### What to do
Among the entries below, please show each line that carries the word "arrive".

### Material provided

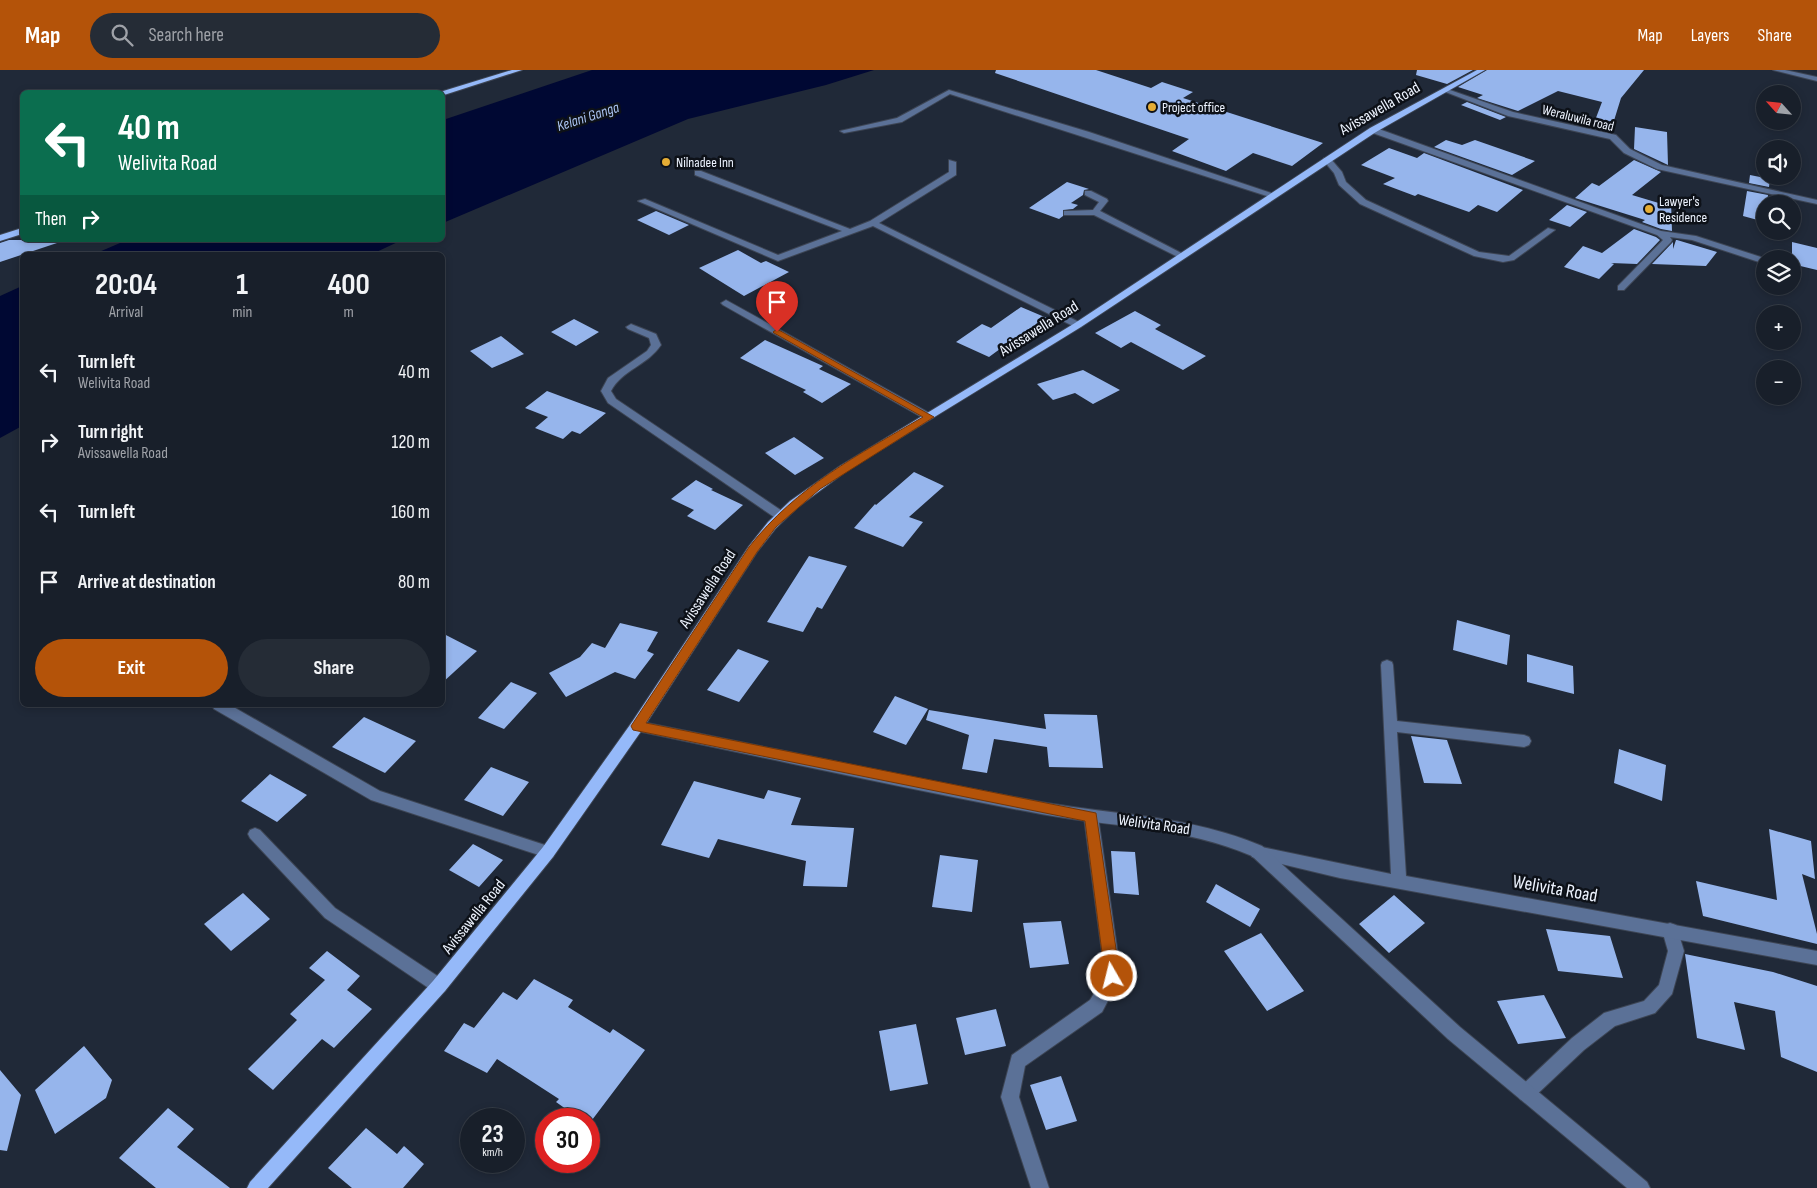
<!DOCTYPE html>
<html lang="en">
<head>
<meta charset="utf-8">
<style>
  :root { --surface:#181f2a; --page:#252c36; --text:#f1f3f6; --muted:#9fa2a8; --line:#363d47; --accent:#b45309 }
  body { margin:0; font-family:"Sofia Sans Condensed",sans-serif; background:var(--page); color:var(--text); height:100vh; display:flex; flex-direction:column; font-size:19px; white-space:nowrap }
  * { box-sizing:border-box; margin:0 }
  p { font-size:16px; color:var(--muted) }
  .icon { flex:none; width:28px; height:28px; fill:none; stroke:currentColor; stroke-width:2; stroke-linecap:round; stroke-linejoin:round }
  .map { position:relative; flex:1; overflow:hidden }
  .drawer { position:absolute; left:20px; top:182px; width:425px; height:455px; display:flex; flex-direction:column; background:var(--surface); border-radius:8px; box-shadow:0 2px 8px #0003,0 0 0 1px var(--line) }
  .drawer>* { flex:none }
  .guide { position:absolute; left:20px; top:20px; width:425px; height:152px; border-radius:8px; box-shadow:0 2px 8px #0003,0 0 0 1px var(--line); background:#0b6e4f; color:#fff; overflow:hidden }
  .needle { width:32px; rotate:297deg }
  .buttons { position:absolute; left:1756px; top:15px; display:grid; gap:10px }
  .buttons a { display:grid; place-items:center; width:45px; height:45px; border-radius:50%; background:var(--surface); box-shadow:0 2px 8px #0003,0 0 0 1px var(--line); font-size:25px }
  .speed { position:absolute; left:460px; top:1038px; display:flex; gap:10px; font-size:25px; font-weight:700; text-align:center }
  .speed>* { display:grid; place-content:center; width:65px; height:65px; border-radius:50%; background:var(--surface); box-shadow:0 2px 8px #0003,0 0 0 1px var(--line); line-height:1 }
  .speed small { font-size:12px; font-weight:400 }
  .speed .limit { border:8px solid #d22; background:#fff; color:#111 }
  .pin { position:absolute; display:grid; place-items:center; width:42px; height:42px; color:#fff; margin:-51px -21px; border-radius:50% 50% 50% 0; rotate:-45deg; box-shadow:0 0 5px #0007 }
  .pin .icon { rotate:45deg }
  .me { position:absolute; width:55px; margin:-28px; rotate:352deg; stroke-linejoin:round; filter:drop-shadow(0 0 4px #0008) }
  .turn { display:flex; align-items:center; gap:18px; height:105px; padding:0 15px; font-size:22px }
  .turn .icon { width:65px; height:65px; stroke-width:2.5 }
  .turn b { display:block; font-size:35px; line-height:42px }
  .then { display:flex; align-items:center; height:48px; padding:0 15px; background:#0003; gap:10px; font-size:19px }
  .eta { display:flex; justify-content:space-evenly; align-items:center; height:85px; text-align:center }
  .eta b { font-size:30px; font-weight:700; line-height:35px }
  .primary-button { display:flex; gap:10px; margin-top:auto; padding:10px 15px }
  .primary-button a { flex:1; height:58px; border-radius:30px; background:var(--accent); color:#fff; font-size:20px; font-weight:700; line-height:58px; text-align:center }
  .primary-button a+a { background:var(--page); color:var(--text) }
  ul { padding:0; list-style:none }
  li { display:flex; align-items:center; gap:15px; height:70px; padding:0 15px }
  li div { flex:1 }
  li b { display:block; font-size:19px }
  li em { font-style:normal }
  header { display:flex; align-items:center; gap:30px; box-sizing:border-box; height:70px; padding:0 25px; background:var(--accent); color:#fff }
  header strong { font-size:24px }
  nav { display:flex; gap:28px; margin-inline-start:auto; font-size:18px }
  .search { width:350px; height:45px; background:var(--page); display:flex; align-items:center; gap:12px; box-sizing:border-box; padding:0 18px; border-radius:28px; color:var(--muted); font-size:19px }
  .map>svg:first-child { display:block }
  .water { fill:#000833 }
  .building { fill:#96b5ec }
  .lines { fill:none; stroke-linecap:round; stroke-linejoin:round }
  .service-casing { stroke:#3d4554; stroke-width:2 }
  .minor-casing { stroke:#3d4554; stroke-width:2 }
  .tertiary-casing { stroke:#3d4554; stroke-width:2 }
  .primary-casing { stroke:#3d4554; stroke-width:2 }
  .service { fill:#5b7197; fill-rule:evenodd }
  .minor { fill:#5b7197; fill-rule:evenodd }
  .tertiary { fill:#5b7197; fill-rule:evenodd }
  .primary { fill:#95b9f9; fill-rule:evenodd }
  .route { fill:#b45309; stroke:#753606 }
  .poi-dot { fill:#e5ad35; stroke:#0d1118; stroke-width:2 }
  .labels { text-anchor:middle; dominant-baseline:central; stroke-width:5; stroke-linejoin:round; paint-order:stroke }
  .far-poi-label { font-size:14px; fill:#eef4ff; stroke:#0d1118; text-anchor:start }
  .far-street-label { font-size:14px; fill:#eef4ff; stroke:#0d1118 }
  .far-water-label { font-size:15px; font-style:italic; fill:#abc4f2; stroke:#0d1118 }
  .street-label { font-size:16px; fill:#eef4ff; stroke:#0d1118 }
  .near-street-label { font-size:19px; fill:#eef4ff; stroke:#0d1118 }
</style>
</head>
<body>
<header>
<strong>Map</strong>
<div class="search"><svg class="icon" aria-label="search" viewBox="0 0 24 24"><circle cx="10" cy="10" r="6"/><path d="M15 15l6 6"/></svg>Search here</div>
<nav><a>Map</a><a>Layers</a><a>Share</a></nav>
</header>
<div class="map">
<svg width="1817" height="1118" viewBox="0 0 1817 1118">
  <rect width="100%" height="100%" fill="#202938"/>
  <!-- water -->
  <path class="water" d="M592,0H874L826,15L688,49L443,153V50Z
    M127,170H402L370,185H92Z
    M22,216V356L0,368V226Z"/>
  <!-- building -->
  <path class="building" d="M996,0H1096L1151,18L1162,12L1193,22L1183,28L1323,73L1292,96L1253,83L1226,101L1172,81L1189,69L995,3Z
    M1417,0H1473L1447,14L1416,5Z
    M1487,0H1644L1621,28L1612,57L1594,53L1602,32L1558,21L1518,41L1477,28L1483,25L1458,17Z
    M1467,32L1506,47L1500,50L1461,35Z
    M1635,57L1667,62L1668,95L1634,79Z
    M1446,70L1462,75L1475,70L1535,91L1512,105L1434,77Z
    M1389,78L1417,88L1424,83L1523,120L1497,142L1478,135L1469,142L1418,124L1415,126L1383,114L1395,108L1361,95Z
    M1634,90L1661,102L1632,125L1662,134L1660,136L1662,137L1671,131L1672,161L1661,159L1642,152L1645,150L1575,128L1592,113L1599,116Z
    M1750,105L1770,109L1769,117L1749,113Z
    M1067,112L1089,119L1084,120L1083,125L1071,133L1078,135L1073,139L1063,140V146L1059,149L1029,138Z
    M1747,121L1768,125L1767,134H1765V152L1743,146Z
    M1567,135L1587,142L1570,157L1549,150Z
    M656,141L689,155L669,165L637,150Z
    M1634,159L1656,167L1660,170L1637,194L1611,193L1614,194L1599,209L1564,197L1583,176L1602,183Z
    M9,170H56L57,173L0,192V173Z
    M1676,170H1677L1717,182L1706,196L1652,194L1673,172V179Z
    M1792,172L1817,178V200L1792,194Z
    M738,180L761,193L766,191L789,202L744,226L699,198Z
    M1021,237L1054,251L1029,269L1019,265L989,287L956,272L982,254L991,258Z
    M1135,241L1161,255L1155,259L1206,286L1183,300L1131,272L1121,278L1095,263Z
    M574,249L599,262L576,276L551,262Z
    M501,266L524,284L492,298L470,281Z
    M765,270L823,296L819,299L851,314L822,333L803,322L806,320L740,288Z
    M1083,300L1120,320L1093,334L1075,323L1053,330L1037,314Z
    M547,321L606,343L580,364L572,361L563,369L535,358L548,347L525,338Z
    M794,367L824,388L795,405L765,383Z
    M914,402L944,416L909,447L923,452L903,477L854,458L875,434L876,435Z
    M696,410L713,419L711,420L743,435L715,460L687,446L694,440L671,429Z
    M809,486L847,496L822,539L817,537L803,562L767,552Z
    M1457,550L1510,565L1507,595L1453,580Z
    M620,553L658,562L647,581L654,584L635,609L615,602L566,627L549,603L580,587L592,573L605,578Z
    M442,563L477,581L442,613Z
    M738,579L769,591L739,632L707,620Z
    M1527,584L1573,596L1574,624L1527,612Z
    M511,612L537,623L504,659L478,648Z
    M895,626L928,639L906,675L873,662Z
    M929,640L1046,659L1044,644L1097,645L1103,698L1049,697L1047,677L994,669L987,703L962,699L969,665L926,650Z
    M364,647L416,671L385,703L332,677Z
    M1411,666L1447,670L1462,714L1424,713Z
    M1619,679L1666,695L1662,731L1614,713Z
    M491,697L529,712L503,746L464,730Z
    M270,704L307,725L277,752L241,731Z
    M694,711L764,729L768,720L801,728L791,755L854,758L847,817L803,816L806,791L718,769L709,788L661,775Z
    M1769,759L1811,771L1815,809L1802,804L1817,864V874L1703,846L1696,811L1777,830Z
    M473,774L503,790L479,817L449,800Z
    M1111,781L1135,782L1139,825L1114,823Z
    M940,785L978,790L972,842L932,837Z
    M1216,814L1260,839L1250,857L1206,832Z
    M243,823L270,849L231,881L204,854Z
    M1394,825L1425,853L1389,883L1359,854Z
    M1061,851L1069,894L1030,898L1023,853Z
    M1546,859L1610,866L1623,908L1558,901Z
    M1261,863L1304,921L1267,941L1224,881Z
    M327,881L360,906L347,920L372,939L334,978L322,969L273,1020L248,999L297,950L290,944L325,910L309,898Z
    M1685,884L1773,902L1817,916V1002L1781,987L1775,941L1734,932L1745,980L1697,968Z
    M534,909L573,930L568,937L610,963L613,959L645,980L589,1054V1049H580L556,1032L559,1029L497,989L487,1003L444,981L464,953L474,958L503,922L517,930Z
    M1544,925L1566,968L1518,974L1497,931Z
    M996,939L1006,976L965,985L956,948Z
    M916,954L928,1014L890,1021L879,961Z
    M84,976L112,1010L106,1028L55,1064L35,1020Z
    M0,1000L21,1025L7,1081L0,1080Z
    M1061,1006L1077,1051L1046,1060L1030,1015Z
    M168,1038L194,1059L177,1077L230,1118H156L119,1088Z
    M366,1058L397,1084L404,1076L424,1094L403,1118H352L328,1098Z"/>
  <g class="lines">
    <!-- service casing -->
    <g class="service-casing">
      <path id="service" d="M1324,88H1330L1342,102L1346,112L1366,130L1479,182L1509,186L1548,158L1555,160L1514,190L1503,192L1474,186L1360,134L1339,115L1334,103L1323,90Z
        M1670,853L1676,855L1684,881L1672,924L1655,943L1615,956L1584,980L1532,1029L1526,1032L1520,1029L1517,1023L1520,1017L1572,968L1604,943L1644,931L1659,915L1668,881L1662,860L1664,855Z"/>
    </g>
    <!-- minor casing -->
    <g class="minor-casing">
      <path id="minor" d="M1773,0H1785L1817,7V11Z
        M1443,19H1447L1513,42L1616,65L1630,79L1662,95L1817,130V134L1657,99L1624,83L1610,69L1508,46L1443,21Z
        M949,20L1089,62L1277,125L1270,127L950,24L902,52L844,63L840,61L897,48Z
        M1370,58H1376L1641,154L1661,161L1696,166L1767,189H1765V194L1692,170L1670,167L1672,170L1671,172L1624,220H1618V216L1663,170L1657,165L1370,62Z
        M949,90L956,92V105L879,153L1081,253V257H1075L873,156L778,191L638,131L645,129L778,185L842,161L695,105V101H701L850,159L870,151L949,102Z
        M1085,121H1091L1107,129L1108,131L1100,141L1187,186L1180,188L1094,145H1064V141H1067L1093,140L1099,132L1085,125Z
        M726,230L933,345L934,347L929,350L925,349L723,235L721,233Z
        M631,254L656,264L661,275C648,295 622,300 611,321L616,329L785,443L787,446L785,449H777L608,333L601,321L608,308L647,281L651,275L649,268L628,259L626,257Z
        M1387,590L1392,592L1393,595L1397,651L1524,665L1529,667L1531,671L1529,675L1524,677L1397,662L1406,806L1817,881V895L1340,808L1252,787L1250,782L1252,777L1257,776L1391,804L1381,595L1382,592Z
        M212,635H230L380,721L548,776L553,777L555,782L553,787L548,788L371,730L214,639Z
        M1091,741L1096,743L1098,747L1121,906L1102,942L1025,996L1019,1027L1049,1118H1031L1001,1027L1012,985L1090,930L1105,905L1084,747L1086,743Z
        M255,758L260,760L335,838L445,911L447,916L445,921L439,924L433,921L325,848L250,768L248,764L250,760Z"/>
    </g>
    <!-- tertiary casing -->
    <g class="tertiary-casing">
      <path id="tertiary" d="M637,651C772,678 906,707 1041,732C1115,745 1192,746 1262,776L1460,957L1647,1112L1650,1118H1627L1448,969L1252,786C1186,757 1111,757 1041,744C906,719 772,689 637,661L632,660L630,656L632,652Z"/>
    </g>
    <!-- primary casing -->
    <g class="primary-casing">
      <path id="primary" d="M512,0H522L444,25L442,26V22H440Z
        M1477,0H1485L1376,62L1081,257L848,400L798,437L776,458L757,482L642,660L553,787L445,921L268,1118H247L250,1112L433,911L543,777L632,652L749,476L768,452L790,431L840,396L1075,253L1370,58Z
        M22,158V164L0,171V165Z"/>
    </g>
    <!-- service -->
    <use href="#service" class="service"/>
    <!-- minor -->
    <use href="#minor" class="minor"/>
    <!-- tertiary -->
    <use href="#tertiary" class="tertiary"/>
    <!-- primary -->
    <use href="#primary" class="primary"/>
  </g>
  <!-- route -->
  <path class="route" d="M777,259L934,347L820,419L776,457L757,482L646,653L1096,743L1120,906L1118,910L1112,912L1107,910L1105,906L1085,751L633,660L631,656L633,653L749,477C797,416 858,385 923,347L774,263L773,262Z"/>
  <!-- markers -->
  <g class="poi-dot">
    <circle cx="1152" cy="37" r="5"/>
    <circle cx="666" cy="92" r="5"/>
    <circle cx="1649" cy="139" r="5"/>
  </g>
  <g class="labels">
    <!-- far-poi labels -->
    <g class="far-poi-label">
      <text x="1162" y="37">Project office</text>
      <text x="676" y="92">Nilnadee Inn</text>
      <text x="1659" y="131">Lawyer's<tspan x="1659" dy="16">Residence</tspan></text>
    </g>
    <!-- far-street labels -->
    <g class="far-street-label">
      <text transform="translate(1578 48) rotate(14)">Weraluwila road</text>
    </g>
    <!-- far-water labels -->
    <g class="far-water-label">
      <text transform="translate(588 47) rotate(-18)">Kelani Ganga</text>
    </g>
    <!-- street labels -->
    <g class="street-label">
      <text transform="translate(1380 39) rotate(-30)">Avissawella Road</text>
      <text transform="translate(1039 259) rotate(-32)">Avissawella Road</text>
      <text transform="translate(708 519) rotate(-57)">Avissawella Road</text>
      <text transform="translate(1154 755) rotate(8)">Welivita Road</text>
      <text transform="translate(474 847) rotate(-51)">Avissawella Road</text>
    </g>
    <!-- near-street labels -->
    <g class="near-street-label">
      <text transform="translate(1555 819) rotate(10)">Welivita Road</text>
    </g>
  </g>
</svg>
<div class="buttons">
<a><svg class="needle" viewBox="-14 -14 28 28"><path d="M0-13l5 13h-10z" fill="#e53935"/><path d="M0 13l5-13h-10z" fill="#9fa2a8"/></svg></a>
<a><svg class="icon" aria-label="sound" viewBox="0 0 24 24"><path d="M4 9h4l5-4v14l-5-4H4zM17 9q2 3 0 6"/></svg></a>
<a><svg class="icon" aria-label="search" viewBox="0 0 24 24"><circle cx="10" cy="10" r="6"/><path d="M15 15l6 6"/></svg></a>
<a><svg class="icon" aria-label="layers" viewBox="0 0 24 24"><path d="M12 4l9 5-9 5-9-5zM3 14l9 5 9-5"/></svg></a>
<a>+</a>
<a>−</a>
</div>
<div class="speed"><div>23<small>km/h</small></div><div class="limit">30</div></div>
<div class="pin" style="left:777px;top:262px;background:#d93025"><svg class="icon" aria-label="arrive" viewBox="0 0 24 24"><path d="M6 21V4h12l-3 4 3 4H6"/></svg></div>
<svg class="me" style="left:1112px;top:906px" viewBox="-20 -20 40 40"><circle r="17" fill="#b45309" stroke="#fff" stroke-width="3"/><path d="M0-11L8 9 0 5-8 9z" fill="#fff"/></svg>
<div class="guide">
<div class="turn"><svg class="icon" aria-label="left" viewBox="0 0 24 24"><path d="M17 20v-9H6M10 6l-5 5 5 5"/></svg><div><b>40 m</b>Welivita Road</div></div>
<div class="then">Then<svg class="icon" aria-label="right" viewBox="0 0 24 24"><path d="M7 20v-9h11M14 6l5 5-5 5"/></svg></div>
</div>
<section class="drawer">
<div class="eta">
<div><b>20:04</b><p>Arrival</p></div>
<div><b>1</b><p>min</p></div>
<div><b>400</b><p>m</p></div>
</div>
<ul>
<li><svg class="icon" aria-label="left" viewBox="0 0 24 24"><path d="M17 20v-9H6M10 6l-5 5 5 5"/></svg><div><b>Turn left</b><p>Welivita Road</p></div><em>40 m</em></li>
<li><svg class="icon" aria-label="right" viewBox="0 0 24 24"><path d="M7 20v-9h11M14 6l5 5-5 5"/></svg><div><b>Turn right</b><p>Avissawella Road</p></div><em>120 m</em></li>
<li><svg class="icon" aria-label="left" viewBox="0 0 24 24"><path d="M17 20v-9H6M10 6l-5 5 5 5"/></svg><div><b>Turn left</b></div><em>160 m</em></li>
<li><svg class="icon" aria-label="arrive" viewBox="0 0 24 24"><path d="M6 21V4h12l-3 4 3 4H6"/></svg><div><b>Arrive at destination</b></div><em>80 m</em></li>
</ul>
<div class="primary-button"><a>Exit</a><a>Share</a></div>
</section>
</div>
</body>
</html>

### Written response
<div class="pin" style="left:777px;top:262px;background:#d93025"><svg class="icon" aria-label="arrive" viewBox="0 0 24 24"><path d="M6 21V4h12l-3 4 3 4H6"/></svg></div>
<li><svg class="icon" aria-label="arrive" viewBox="0 0 24 24"><path d="M6 21V4h12l-3 4 3 4H6"/></svg><div><b>Arrive at destination</b></div><em>80 m</em></li>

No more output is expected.